EXERCISE REQUIREMENTS :: Look through the material below and return every line that contains "paint".
** Opening SOURCE INFORMATION block **
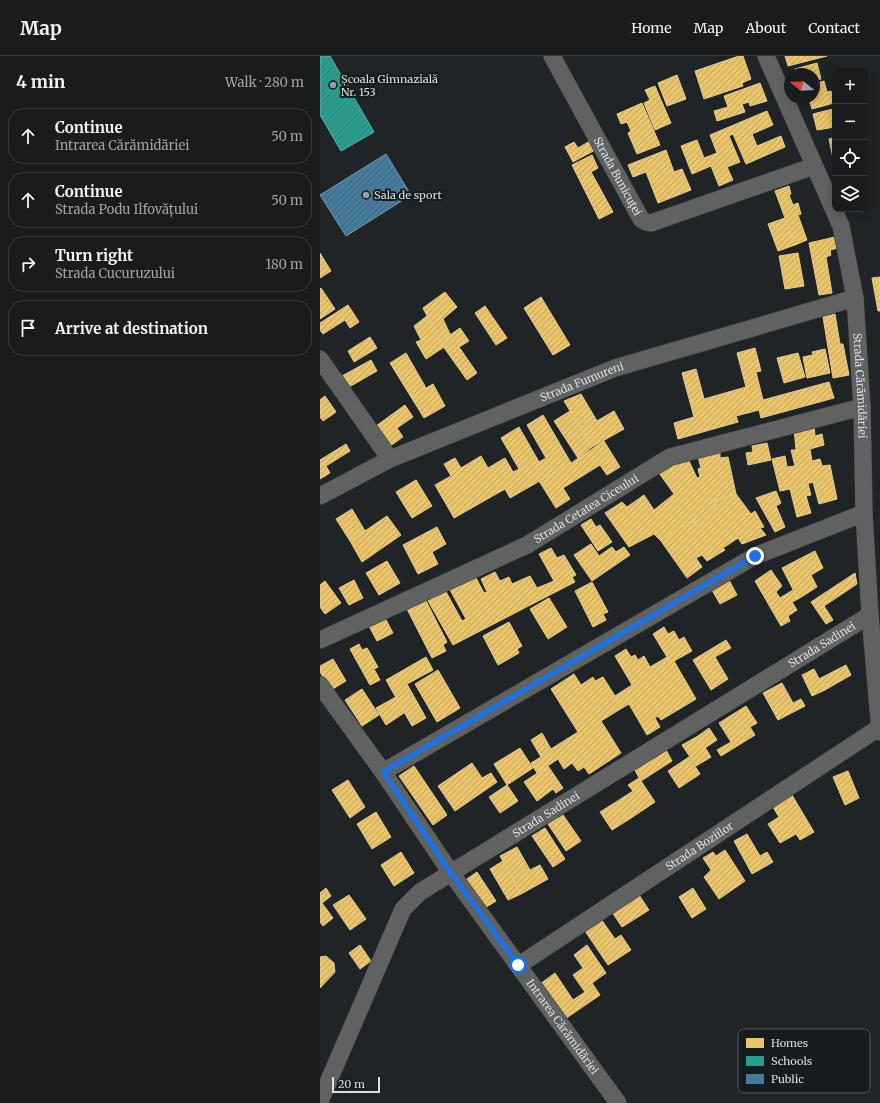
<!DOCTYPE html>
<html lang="en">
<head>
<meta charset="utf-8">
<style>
	body { margin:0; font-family:Merriweather,serif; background:#222425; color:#f1f3f6 }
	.controls { position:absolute; right:12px; top:12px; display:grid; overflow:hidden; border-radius:8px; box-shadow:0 2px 10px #0003 }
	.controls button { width:36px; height:36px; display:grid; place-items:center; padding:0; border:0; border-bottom:1px solid #37393b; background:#191b1c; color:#f1f3f6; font:20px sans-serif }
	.compass { position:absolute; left:464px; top:12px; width:36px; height:36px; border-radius:50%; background:#191b1c; box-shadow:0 2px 10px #0003; rotate:288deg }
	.scale { position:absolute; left:12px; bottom:10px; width:48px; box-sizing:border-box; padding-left:4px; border:2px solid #dadee0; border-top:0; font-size:11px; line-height:14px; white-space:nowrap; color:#dadee0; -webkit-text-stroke:3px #161c1e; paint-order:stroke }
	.stop { position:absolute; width:12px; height:12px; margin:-9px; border:3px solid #1a73e8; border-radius:50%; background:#fff }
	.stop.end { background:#1a73e8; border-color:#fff; box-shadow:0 1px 4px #0008 }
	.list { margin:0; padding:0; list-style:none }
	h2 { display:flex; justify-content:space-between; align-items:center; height:52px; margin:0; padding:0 16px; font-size:17px }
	h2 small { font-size:13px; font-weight:400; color:#9fa1a3 }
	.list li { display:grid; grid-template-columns:26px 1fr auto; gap:12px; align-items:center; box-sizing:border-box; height:56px; margin:0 8px 8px; padding:0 8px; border:1px solid #37393b; border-radius:16px }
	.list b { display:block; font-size:15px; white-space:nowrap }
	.list p { margin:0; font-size:13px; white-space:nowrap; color:#9fa1a3 }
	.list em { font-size:13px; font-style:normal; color:#9fa1a3 }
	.icon { flex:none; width:22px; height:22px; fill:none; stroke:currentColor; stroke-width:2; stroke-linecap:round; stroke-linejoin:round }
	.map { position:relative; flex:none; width:560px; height:1047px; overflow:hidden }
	header { display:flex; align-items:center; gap:24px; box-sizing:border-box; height:56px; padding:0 20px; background:#191b1c; border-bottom:1px solid #37393b }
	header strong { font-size:19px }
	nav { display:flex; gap:22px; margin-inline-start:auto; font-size:14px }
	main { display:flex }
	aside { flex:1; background:#191b1c }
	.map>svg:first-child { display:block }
	.homes { fill:url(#homes-hatch); stroke:#e4cc8d }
	.schools { fill:url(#schools-hatch); stroke:#5fb0a7 }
	.public { fill:url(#public-hatch); stroke:#7299b1 }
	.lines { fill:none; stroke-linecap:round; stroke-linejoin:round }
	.minor-casing { stroke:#3c3e3f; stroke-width:18 }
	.minor { stroke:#606262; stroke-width:17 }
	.route { stroke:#1a73e8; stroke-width:5 }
	.poi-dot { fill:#999d9f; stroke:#161c1e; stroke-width:1.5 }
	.labels { text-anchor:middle; stroke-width:4; stroke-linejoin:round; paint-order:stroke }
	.poi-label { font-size:11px; fill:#dadee0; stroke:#161c1e; text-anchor:start }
	.street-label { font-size:11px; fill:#dadee0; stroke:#161c1e }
	.key { fill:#161c1e; stroke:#515658; stroke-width:1 }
	.key-label { font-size:11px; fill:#dadee0 }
</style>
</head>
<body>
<header>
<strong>Map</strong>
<nav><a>Home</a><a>Map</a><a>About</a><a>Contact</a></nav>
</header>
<main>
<aside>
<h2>4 min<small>Walk · 280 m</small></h2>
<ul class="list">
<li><svg class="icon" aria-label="ahead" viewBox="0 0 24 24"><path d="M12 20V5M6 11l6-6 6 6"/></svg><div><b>Continue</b><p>Intrarea Cărămidăriei</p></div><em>50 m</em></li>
<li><svg class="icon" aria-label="ahead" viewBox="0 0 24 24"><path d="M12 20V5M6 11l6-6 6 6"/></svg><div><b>Continue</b><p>Strada Podu Ilfovățului</p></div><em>50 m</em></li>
<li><svg class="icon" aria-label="right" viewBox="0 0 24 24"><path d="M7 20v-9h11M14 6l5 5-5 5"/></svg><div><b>Turn right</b><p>Strada Cucuruzului</p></div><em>180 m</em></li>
<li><svg class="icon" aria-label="arrive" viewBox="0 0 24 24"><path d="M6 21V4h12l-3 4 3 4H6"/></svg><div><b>Arrive at destination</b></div></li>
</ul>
</aside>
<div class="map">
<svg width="560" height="1047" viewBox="0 0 560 1047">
	<defs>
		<pattern id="homes-hatch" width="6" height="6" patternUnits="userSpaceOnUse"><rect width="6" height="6" fill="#e9c46a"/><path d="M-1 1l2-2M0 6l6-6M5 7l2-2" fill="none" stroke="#bfa460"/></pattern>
		<pattern id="schools-hatch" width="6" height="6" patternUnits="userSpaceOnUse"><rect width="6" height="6" fill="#2a9d8f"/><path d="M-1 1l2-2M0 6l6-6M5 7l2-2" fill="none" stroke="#318278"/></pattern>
		<pattern id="public-hatch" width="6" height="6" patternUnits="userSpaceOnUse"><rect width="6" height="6" fill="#457b9d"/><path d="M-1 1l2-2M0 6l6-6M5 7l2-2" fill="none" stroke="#436579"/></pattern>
	</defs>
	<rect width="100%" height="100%" fill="#212426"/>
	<g class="homes">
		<path d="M419,0H423L431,23L422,27L423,30L384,43L375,15Z"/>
		<path d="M465,0H507L468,10Z"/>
		<path d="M497,7L501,23L494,25V18H476L475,13Z"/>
		<path d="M357,19L366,43L347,50L338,27Z"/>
		<path d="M504,25L507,36L511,35L514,47L492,53L489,43L482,44V42H494V28Z"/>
		<path d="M440,27L447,45L430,50L429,46L422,48L425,56L397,65L394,55L408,51L404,40Z"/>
		<path d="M335,30L351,67L335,74L324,47L330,44L325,34Z"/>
		<path d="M322,47L340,89L317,98L308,77L311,75L307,66L301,68L297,58Z"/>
		<path d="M513,53L515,71L497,74L493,58Z"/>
		<path d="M447,55L453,69L432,78L437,90L461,80L465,91L426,108L413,78L409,80L420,106L407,111L413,124L399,130L391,110L372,118L361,90L377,84L384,102L397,97L390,79Z"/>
		<path d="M515,81V102H513L509,83Z"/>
		<path d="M270,85L275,94L253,106L245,91L254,86L258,92Z"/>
		<path d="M346,94L354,116L362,113L371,134L338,147L326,116L313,121L308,109Z"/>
		<path d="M272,99L278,112L271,116L293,156L279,163L252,109Z"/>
		<path d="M469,130L471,138L469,139L473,149L478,147L481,158L478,159L487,184L475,189L455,135Z"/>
		<path d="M465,162L475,189L458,195L448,168Z"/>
		<path d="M515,181L518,192L510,194L511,199L506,201L512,237L499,239L489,187Z"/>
		<path d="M0,197L11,215L0,222Z"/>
		<path d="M478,197L484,230L465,233L459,200Z"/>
		<path d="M560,221V255H558L552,222Z"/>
		<path d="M1,232L15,253L0,263V233Z"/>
		<path d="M125,236L137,251L123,263L130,278L120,286L103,252Z"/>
		<path d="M221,241L250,289L233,299L204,252Z"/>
		<path d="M28,249L39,266L30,272L25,264L3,278L0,274V267Z"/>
		<path d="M165,250L187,282L176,289L155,257Z"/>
		<path d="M515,258L520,288H523L529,319L513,322L503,261Z"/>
		<path d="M107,260L124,291L106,303L96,286L101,284L94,270Z"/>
		<path d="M140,272L149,285L139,291L157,317L147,324L120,286Z"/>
		<path d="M50,281L57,292L34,306L28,295Z"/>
		<path d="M435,292L441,315L436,316L443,344L509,326L514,342L441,362L439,354L416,360L418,366L358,383L354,367L374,361L362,317L376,313L384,343L426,331L417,297Z"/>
		<path d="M505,293L510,317L487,322L483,301L493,299L492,296Z"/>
		<path d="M86,297L106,332L91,341L70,307Z"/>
		<path d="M478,297L485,321L464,327L457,302Z"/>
		<path d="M51,304L57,315L29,331L22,320Z"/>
		<path d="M113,328L125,350L104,362L91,341Z"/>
		<path d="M261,338L277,365L294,355L304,373L272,391L244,345Z"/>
		<path d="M5,340L16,356L3,365L0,361V344Z"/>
		<path d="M85,349L93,361L77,372L83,381L70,390L56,370Z"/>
		<path d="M250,355L272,391L258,402L234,365Z"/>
		<path d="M223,359L251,407L190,442L185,433L134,462L115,429L131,420L124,408L135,402L141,412L161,400L168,412L185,402L193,416L199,413L181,382L199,371L219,406L226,402L207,369Z"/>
		<path d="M494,367L495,380L502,378L504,389L490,393L492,405L500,403L502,410L510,409L517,443L499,448L493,426L470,433L460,435L452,403L465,400L467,411L475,410L471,394H476L474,372Z"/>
		<path d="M284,385L300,411L287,419L280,409L243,432L250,443L236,452L219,425L251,407Z"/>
		<path d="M447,387L451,404L428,409L426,397L433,396L432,390Z"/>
		<path d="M26,388L30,395L6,410L10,417L0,423V404Z"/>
		<path d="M389,397H400V402L408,401L416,438L393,445L395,451L376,465L355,474L341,485L334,478L309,491L285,457L302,446L307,451L324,439L334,454L354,438L339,417L360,404L368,403L377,422L380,421L378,413L381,412L378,401Z"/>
		<path d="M96,424L112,450L92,462L76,436Z"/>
		<path d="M488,428L491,439L486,440L491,457L477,461L470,433Z"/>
		<path d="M456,435L461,447L456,450L465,471L455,476L436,442Z"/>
		<path d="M416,438L431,458L435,455L444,471L440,472L446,479L422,488L418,482L403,492L405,494L387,505L382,499L376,502L382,511L367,522L341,485L355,474L376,465L395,451L393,445Z"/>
		<path d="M32,453L45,475L30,485L16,463Z"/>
		<path d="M67,460L81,479L42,506L30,485Z"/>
		<path d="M271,463L276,471L280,469L292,486L278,495L261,469Z"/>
		<path d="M117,471L126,488L112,496L118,508L98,518L83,489Z"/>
		<path d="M271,488L279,500L292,491L296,496L304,491L310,499L272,525L254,499Z"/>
		<path d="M231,492L237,502L244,499L256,519L252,521L255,526L133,589L107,543L125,534L142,565L146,563L129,532L155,520L164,537L167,536L161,523L175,516L180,525L189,521L192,528L210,520L217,532L234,525L219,498Z"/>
		<path d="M495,495L503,512L491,519L497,531L478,543L462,512Z"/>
		<path d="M67,505L80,527L59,539L46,517Z"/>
		<path d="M451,514L462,530L456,536L460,542L473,534L478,543L472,546L477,554L468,560L470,565L461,570L435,525Z"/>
		<path d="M535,517L537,528L504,550L513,564L506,568L491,546Z"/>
		<path d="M34,524L43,542L29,549L19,532Z"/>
		<path d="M409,524L417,539L400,548L392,534Z"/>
		<path d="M5,525L21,547L5,558L0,551V529Z"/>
		<path d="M272,526L288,556L283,558L286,564L273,571L255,535Z"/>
		<path d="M104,541L127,586L123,589L126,595L112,602L86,551Z"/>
		<path d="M229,542L247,571L228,583L210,553Z"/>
		<path d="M65,562L73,577L57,585L49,570Z"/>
		<path d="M189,566L202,590L197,593L199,597L178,609L163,580Z"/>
		<path d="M344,571L348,578L354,575L359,584L364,581L372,595L354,605L376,643L341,664L338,660L335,662L340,671L327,679L309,648L302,652L295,640L312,629L295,600L306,593L311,601L315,599L318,604L324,600L330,611L347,601L333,578Z"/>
		<path d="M406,584L411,592L395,601L408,623L391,634L373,604Z"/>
		<path d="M39,588L42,594L47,592L58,611L54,613L60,624L50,629L30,593Z"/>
		<path d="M106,601L113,614L87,628L106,662L92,670L66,624Z"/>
		<path d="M13,603L26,625L11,634L0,616V610Z"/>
		<path d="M526,609L531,619L505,634L499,623Z"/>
		<path d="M494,613L505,634L492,640L482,619Z"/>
		<path d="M118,614L140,652L117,666L95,628Z"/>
		<path d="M254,618L261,629L273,621L275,625L283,621L295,640L302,652L281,665L301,697L269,718L264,711L258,715L252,707L244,713L238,703L217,717L211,707L221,701L211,684L222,677L231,693L258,676L231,633Z"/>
		<path d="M462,627L473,647L481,643L485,650L458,664L443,637Z"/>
		<path d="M42,633L59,659L42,670L25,644Z"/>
		<path d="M76,641L84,657L66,669L56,652Z"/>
		<path d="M426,650L437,667L430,671L435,679L401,700L397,694L411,686L399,667Z"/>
		<path d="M389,672L397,684L385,692L378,680Z"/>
		<path d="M378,680L391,701L376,710L362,689Z"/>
		<path d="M200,692L213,712L187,729L174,708Z"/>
		<path d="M345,692L352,705L321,725L313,711Z"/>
		<path d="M369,701L380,718L359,732L348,715Z"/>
		<path d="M152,707L162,722L171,717L177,726L135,755L118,730Z"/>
		<path d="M94,710L127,759L113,769L79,720Z"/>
		<path d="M228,710L243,732L236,737L233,733L217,745L204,726Z"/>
		<path d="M528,715L539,742L525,749L513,721Z"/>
		<path d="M319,722L335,746L308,764L296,746L313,735L308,729Z"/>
		<path d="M28,724L45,751L30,762L12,734Z"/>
		<path d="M187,729L198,745L180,757L169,741Z"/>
		<path d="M472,739L494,776L480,784L476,778L460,787L448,768L459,761L453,751Z"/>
		<path d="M296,746L308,764L292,774L280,756Z"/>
		<path d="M56,756L71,781L52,793L37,768Z"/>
		<path d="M243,759L261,785L246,795L228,768Z"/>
		<path d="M225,772L245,803L233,811L212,780Z"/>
		<path d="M427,778L440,800L447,796L453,806L432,818L414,785Z"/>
		<path d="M197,791L210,814L220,809L228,823L201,838L180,800Z"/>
		<path d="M405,794L425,825L399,843L384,821L391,814L383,802L393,796L396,800Z"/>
		<path d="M81,796L94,817L74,830L61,809Z"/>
		<path d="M183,805L201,838L188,844L170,813Z"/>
		<path d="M157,816L176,845L160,855L141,827Z"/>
		<path d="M6,832L11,840L2,847L13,862L3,870L0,866V837Z"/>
		<path d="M373,832L386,853L372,862L359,841Z"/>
		<path d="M29,839L46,863L30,874L13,849Z"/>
		<path d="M319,839L329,854L302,871L292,856Z"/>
		<path d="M281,863L295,883L301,879L311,894L288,909L265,875Z"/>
		<path d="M40,889L51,905L40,913L29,897Z"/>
		<path d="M267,889L286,917L272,927L280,939L245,963L220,928L235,917L253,944L265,936L253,919L263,912L254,899Z"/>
		<path d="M6,900L14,907L15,916L0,932V901Z"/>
	</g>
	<path class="schools" d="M0,0H10L54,76L21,95L0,59Z"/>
	<path class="public" d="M66,98L91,139L26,180L0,139Z"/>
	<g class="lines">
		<g class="minor-casing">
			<g id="minor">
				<path id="s1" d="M232,0L321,163L326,166L331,167L494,110"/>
				<path id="s2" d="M446,0L521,170L535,242L542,351L544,457L550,559L560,676"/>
				<path d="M0,303L70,403"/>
				<path id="s3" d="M0,440L70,403L295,312L535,242"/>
				<path id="s4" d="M0,584L207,489L350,401L542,351"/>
				<path id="s5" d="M0,629L63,716L131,817L298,1047"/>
				<path d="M63,716L435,500L544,457"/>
				<path id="s6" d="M199,909L560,671"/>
				<path id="s7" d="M0,1045L83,853L100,836L550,559"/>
			</g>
		</g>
		<use href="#minor" class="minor"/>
	</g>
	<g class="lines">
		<path class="route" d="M198,909L131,817L63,716L435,500"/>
	</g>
	<g class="poi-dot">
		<circle cx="13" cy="29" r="4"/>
		<circle cx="46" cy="139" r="4"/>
	</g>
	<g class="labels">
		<g class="poi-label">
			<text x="21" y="27">Școala Gimnazială<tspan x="21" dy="13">Nr. 153</tspan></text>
			<text x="54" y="143">Sala de sport</text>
		</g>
		<g class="street-label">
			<text dy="4" stroke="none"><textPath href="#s1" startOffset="137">Strada Bunicuței</textPath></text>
			<text dy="4" stroke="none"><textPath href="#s3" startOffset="286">Strada Fumureni</textPath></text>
			<text dy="4" stroke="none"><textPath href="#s2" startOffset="347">Strada Cărămidăriei</textPath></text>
			<text dy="4" stroke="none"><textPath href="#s4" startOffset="297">Strada Cetatea Ciceului</textPath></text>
			<text dy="4" stroke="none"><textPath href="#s7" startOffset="705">Strada Sadinei</textPath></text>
			<text dy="4" stroke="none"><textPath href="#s7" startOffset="381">Strada Sadinei</textPath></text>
			<text dy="4" stroke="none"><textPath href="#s6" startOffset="216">Strada Boziilor</textPath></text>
			<text dy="4" stroke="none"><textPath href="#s5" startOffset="419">Intrarea Cărămidăriei</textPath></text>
		</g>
	</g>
	<rect x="418" y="973" width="132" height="64" rx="6" class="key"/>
	<rect x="426" y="982" width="18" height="10" fill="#e9c46a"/>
	<rect x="426" y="1000" width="18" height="10" fill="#2a9d8f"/>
	<rect x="426" y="1018" width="18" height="10" fill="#457b9d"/>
	<g class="key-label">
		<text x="451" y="991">Homes</text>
		<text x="451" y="1009">Schools</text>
		<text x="451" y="1027">Public</text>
	</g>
</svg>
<div class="controls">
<button>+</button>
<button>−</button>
<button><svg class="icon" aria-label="locate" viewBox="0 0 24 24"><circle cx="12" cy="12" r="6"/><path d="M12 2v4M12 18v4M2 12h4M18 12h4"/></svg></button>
<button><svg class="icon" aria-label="layers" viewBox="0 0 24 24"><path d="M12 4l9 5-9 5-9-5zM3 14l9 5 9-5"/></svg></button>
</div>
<svg class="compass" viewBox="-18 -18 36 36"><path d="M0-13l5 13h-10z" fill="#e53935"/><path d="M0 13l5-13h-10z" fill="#9fa1a3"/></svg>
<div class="scale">20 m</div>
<div class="stop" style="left:198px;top:909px"></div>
<div class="stop end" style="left:435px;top:500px"></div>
</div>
</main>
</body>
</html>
** Closing SOURCE INFORMATION block **
SOLUTION TO THIS TASK ::
	.scale { position:absolute; left:12px; bottom:10px; width:48px; box-sizing:border-box; padding-left:4px; border:2px solid #dadee0; border-top:0; font-size:11px; line-height:14px; white-space:nowrap; color:#dadee0; -webkit-text-stroke:3px #161c1e; paint-order:stroke }
	.labels { text-anchor:middle; stroke-width:4; stroke-linejoin:round; paint-order:stroke }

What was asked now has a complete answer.